Objective: Retropubic radical prostatectomy (RRP) is still widely used in clinical practice in localized prostate cancer because of its high oncological success. The aim of this study was to define the continence status in patients where rhabdosphincter was included in the vesicourethral anastomosis.
Materials and methods: Between November 2004 and September 2010, 90 cases who underwent RRP by the same surgeon in our clinic were taken into the study. In all cases vesicourethral anastomosis was performed include the rhabdosphincter. The anastomosis was performed with mean 2.9 (0-7) interrupted no 2-0 vicryl sutures, depending on the angulation of symphysis pubis and pelvic cavity. Pad test was performed to all patients at 1, 3, 6 and 12 months postoperatively. We defined patients as ‘continent’ when they no need pad, as ‘mild incontinence’ when they use only one pad daily, as ‘moderate incontinence’ when they use two or three pads daily and as ‘severe incontinence’ when they use more than three pads daily.
Results: Preoperative total PSA value was 12.2 ng/ml (range: 2.7-84 ng/ml). Preoperative prostate biopsy results were found that Gleason scores were 5, 6, 7 and 8 in 7, 53, 21, 9 patients, respectively. Mean operation and urethral catheter removal time was 103 minutes (60-200) and 14,6 days (9-28), respectively. Mean hospital stay was 4.6 days (2-20). According to results of postoperative pad tests, 38 (42.2%), 48 (53.3%), 55 (61.1%) and 75 (83.3%) patients were defined as continent in first, third, sixth and twelfth months, respectively.

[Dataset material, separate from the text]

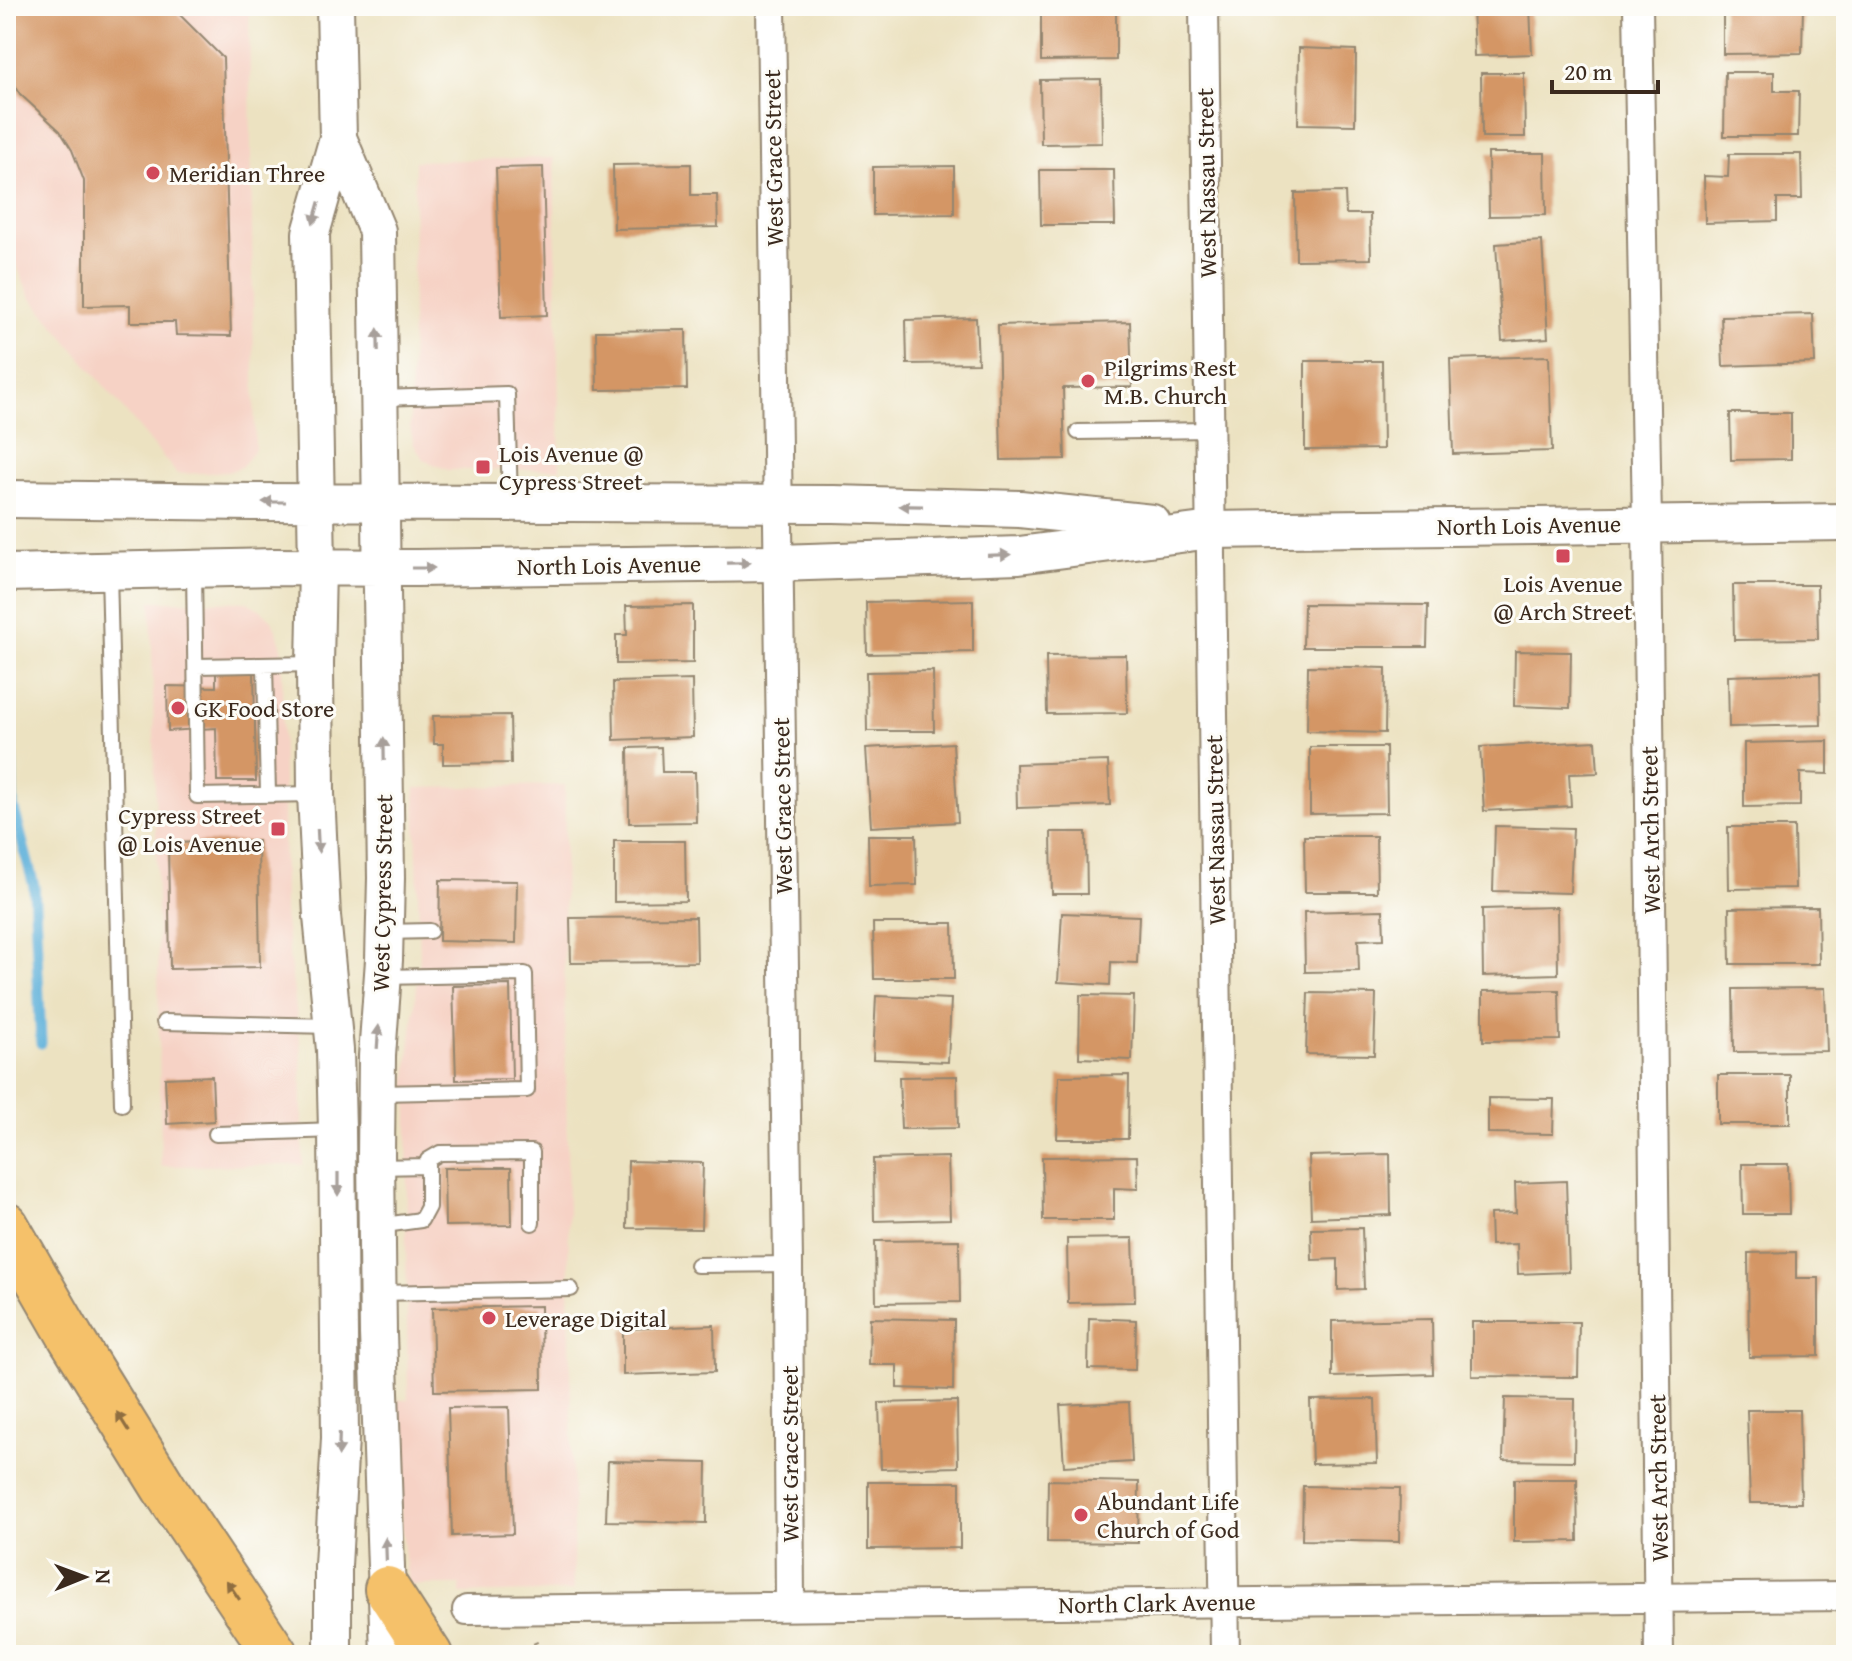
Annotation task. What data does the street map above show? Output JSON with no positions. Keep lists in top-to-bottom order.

Conclusions: We think that, our novel technique of vesicourethral anastomosis in standard RRP provides more optimal urethral position during fixation of pelvic floor and urethra, protect caudal retraction, preserve functional urethral length. Also strong full thickness stitch on urethra provides better urinary continence by hanging urethra in our patients. Although our early continence rate is better, our long term continence rate is similar to literature.